THE VIETNAM WAR’S DEFINING PHOTO ‘NAPALM GIRL’ AT 50 ~ CNN

Published 7th June 2022

In this June 8, 1972 file photo taken by Huynh Cong "Nick' Ut, South Vietnamese forces follow terrified children, including 9-year-old Kim Phuc, center, as they run down Route 1 near Trang Bang after an aerial napalm attack on suspected Viet Cong hiding places. After making the photo, he set aside his camera, gave the badly burned girl water, poured more on her wounds, then loaded her and others into his AP van to take them to a hospital. When doctors refused to admit her, saying she was too badly burned to be saved, he angrily flashed his press pass. The next day, he told them, pictures of her would be displayed all over the world, along with an explanation of how the hospital refused to help.

Credit: Nick Ut/AP

‘Napalm Girl’ at 50: The story of the Vietnam War’s defining photo

Written by Oscar Holland, CNN

The horrifying photograph of children fleeing a deadly napalm attack has become a defining image not only of the Vietnam War but the 20th century. Dark smoke billowing behind them, the young subjects’ faces are painted with a mixture of terror, pain and confusion. Soldiers from the South Vietnamese army’s 25th Division follow helplessly behind.
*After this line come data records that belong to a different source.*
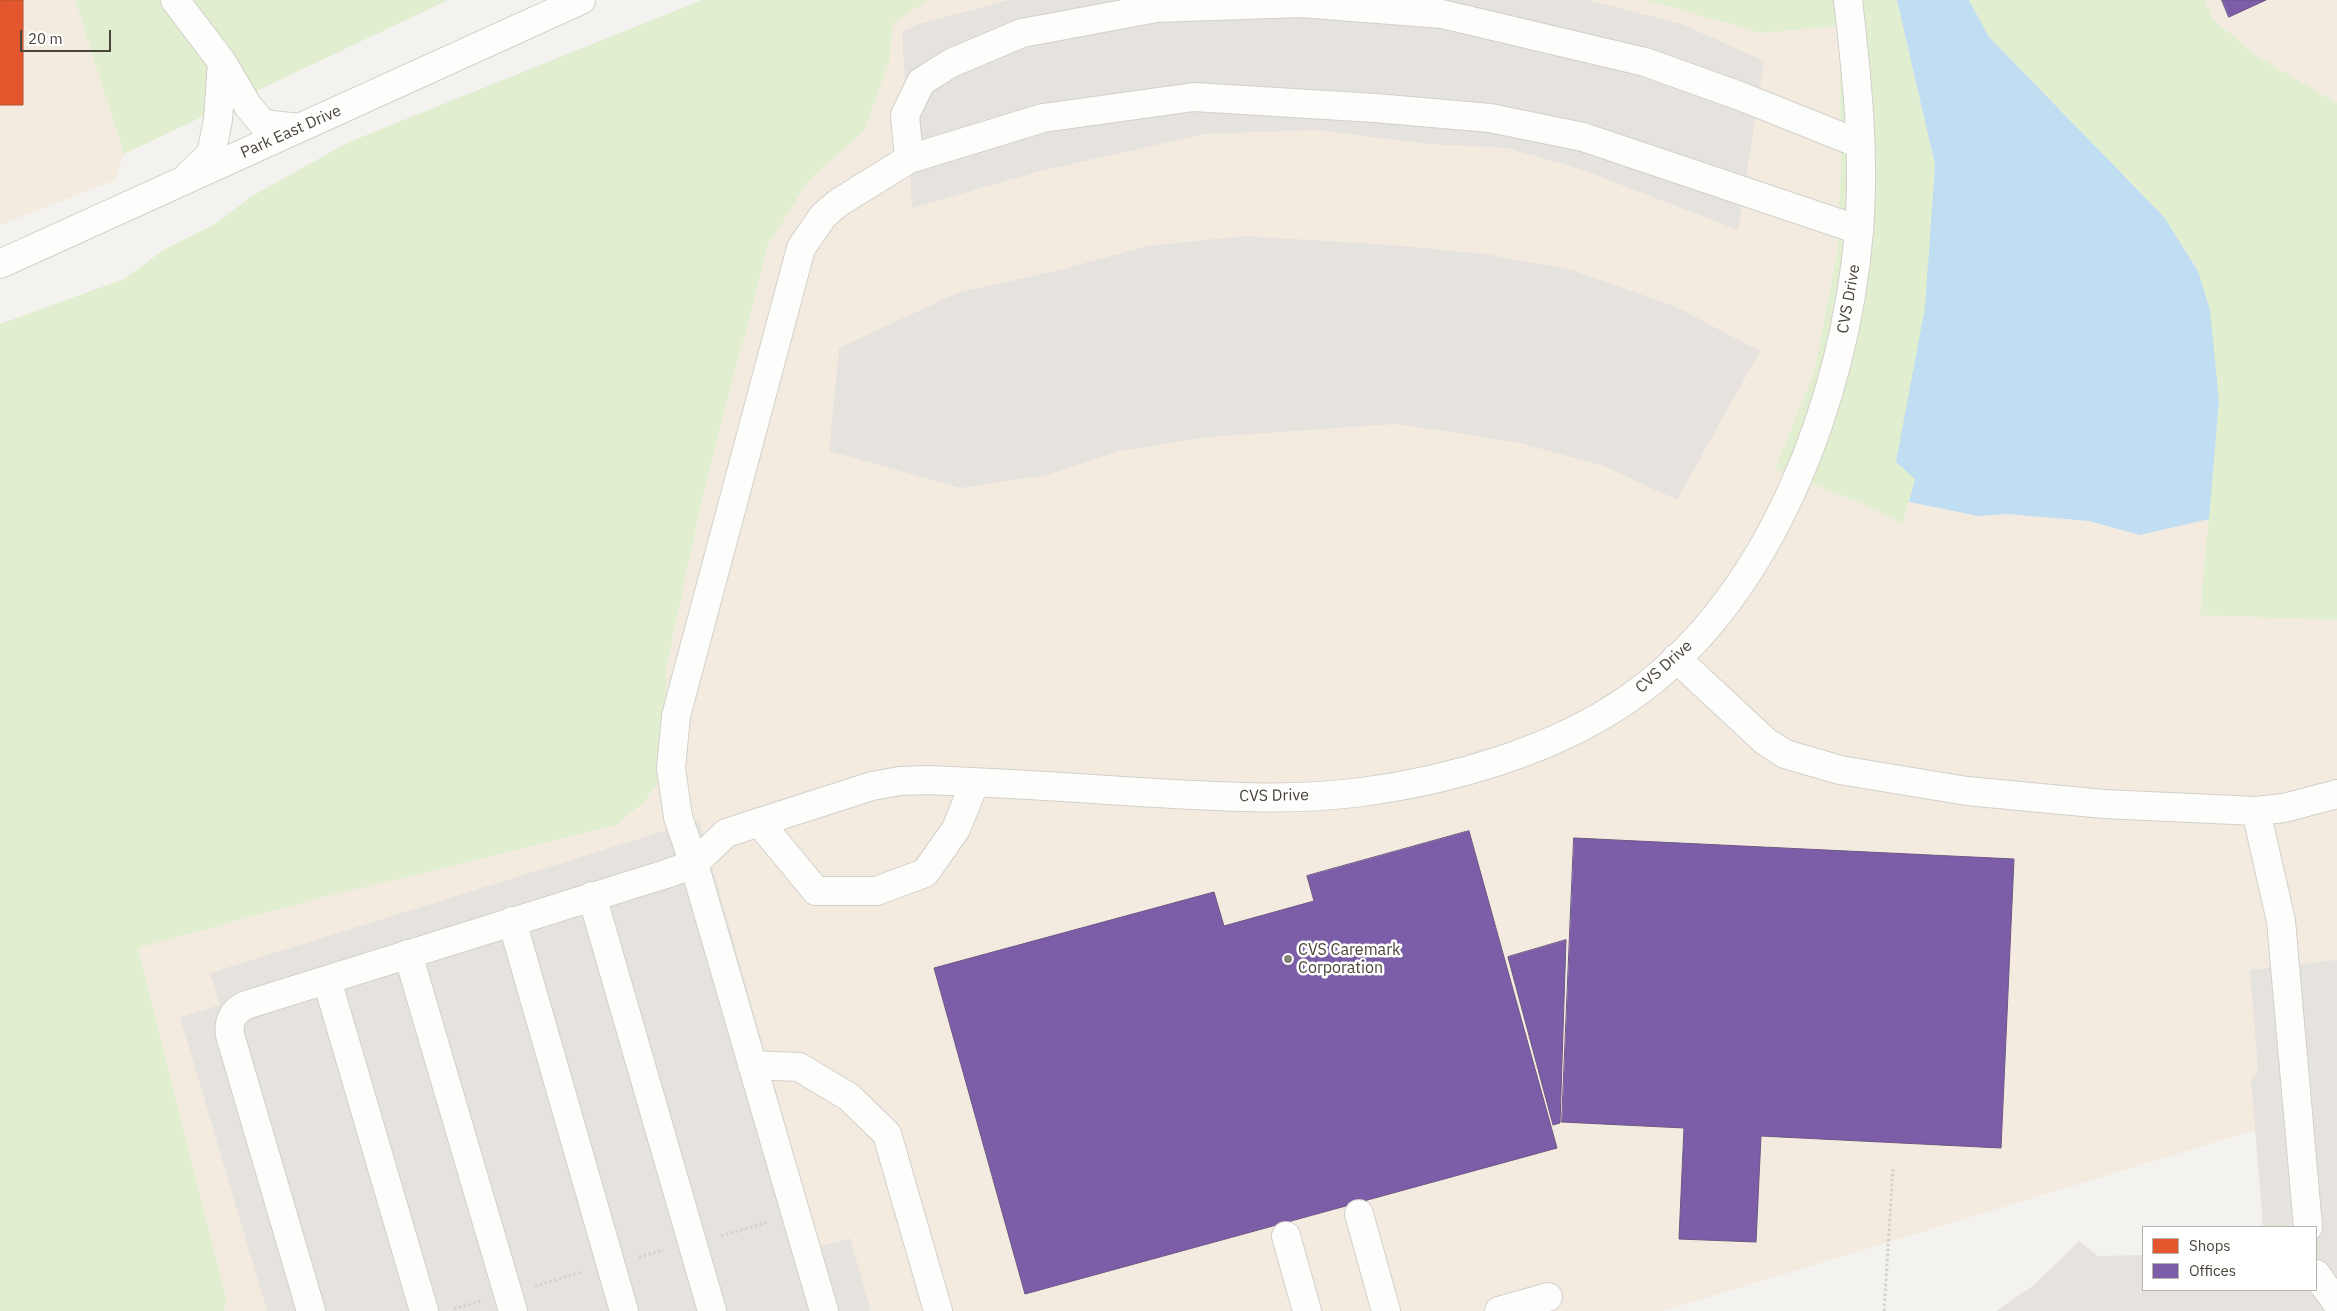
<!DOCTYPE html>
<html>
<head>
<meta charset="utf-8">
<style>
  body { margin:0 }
  #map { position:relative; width:2337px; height:1311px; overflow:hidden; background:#f4f2ee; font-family:"IBM Plex Sans",sans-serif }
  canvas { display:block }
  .legend { position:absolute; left:2142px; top:1226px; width:175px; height:65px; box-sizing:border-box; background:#fff; border:1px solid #b7b4b0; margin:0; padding:6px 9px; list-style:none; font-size:15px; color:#4b4439 }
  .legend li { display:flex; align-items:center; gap:10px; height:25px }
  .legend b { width:25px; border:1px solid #b7b4b0 }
  .scale { position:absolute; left:20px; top:30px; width:91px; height:22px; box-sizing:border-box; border:2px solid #4b4439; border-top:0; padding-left:6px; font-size:15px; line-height:18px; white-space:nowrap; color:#4b4439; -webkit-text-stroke:4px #fff; paint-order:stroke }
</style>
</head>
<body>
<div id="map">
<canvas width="2337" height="1311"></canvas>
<ul class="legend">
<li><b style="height:14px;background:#e4572e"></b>Shops</li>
<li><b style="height:14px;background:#7b5ea7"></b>Offices</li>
</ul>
<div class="scale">20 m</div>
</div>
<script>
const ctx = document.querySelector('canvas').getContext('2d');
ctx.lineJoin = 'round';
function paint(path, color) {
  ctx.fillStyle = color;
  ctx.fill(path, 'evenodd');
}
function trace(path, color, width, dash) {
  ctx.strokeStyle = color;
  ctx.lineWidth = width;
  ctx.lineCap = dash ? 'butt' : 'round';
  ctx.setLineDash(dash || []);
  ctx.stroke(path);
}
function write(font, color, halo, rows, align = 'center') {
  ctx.font = font + ' "IBM Plex Sans",sans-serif';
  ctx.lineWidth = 5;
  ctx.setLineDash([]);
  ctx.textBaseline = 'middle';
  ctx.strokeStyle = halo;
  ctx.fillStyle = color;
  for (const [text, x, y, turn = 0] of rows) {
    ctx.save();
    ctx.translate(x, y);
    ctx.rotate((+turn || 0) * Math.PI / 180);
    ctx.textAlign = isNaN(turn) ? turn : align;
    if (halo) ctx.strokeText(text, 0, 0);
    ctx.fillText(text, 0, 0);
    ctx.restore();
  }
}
const commercial = new Path2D(`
  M 0,0 L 75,0 L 124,154 L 115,180 L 0,225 Z
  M 928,0 L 1647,0 L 1761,33 L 1839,26 L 1841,161 L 1837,251 L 1815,369 L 1775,469 L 1862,504 L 1903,524 L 1909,502 L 1978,516 L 2007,514 L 2089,521 L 2140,535 L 2209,519 L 2201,615 L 2337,620 L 2337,1105 L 1663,1311 L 224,1311 L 227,1300 L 138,948 L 320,898 L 617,825 L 644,802 L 667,771 L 666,669 L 704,491 L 768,245 L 809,180 L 864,131 L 889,63 L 892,23 Z
  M 2205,0 L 2337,0 L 2337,103 L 2255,55 L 2212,18 Z`);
const green = new Path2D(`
  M 75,0 L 448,0 L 124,154 Z
  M 702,0 L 928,0 L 893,23 L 889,63 L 864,131 L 809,180 L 768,245 L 704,491 L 666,669 L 667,771 L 644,802 L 617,825 L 320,898 L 138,948 L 227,1300 L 224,1311 L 0,1311 L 0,324 L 124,279 L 165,249 L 215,224 L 252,196 L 349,142 Z
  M 1647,0 L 1897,0 L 1935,165 L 1915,479 L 1903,524 L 1862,504 L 1775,469 L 1815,369 L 1837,252 L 1841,161 L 1839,26 L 1761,33 Z
  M 1969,0 L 2205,0 L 2212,18 L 2255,55 L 2337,103 L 2337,620 L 2200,615 L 2219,401 L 2198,271 L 2164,217 L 1989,37 Z`);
const parking = new Path2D(`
  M 1009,0 L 1588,0 L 1682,24 L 1764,61 L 1738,230 L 1580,169 L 1507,148 L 1427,144 L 1318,130 L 1205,134 L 1040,171 L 912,208 L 902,32 L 919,24 Z
  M 1244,236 L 1393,245 L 1485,254 L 1572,270 L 1674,306 L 1760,351 L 1677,500 L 1604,466 L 1516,442 L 1396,424 L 1209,437 L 1118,451 L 1047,475 L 961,488 L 829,451 L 839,348 L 957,293 L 1060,270 L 1147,246 Z
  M 699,820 L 820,1246 L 850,1238 L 871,1311 L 267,1311 L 180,1017 L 220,1005 L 210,973 Z
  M 2337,960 L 2337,1311 L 1996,1311 L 2034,1285 L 2079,1241 L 2098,1256 L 2143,1255 L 2143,1290 L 2316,1290 L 2316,1227 L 2263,1227 L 2251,1079 L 2258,1071 L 2250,970 Z`);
const water = new Path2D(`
  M 1897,0 L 1969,0 L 1989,37 L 2164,217 L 2198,271 L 2210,310 L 2219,401 L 2209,519 L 2140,535 L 2089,521 L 2007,514 L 1978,516 L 1909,502 L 1915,479 L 1896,462 L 1925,307 L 1935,165 Z`);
const shops = new Path2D(`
  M 0,0 L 23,0 L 23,105 L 0,105 Z`);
const offices = new Path2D(`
  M 2222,0 L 2266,0 L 2229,17 Z
  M 1469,831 L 1557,1148 L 1025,1294 L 934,968 L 1214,892 L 1224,926 L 1314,901 L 1307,876 Z
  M 1574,838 L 2014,859 L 2001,1148 L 1761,1136 L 1756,1242 L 1679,1239 L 1684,1128 L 1562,1122 Z
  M 1566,940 L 1560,1123 L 1553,1125 L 1508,957 Z`);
const path = new Path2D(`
  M 721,1236 L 768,1222
  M 639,1257 L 664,1250
  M 535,1286 L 582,1272
  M 454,1309 L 481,1301
  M 1884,1311 L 1893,1169`);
const minor = new Path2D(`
  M 175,0 L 222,62 L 248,106 L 263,124 L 299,128
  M 909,159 L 1043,118 L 1194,97 L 1375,108 L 1490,118 L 1583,137 L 1859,230
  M 189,175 L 211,154 L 218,120 L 222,62
  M 0,264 L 581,0
  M 1676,658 L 1765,741 L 1785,754 L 1840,770 L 1967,791 L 2104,804 L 2256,811 L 2284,808 L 2337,794
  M 2256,811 L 2281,921 L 2308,1227
  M 759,822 L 816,891 L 876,891 L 925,873 L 956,829 L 975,782
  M 592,896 L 712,1311
  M 512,921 L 624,1311
  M 408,954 L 513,1311
  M 327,980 L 424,1311
  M 752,1065 L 799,1067 L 849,1097 L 887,1134 L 938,1311
  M 1359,1214 L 1386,1311
  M 1286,1236 L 1307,1311
  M 2316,1274 L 2337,1303
  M 311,1311 L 230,1035 C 228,1021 233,1011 246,1005 L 666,874 L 694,864 L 726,833 L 872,786 L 900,781 L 929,780 C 999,783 1068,787 1138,792 C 1212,796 1287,802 1362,792 C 1451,780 1553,751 1628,699 C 1771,600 1845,399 1859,231 C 1865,154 1857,77 1848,0
  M 824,1311 L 694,864 L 678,817 L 671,768 L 676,716 L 801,248 L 823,216 L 838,203 L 909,159 L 905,115 L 921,82 L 951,63 L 1022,33 L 1156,8 L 1301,3 L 1442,14 L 1645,62 L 1740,96 L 1860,144
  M 1499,1311 L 1548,1297`);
const markers = [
  [1288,959,5,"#868178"]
];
const streetNames = [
  ["Park East Drive",291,132,-24],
  ["CVS Drive",1849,299,-80],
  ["CVS Drive",1664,667,-42],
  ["CVS Drive",1274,796,-1]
];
const poiNames = [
  ["CVS Caremark",1298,950],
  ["Corporation",1298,968]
];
paint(commercial, '#f3ebdf');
paint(green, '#e1eecf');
paint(parking, '#e6e3df');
paint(water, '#c0ddf1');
paint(shops, '#e4572e');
trace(shops, '#b65131', 1);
paint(offices, '#7b5ea7');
trace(offices, '#6d5686', 1);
trace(minor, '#d2d0cb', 30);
trace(path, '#d3d2cc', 3, [2.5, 2.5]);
trace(minor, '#fdfdfc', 28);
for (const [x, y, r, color] of markers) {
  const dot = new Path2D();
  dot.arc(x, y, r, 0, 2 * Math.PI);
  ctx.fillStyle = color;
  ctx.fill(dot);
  trace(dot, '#fff', 2);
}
write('16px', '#4b4439', '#fff', streetNames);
write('16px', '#4b4439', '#fff', poiNames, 'left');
</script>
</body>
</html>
Taken outside the village of Trang Bang on June 8, 1972, the picture captured the trauma and indiscriminate violence of a conflict that claimed, by some estimates, a million or more civilian lives. Though officially titled “The Terror of War,” the photo is better known by the nickname given to the badly burned, naked 9-year-old at its center: “Napalm Girl”.

The girl, since identified as Phan Thi Kim Phuc, ultimately survived her injuries. This was thanks, in part, to Associated Press photographer Nick Ut, who assisted the children after taking his now-iconic image. Fifty years on from that fateful day, the pair are still in regular contact — and using their story to spread a message of peace.

 “I will never forget that moment,” Phuc said in a video call from Toronto, where she is now based. 

Her childhood village of Trang Bang, less than 30 miles northwest of Saigon (now Ho Chi Minh City), had then been occupied by communist forces from the country’s north. According to a New York Times report from the time, the South Vietnamese army had spent three days trying to drive them out and reopen the nearby highway. That morning, the south’s air force dispatched propellor-driven Skyraider planes to drop napalm — a substance that causes severe burns and sticks to targets — on enemy positions. 

Phuc and her family had been sheltering with other civilians and South Vietnamese soldiers in a Buddhist temple. Upon hearing their own army’s aircraft overhead, the soldiers urged everyone to flee, fearing an attack. Tragically, the group was mistaken for the enemy.

“I turned my head and saw the airplanes, and I saw four bombs landing down,” said Phuc. “Then, suddenly, there was the fire everywhere, and my clothes were burned up by the fire. At that moment I didn’t see anybody around me, just fire.

“I still remember what I thought,” she added. “I thought: ‘Oh my goodness, I got burned, I will be ugly, and people will see me different way. But I was so terrified.”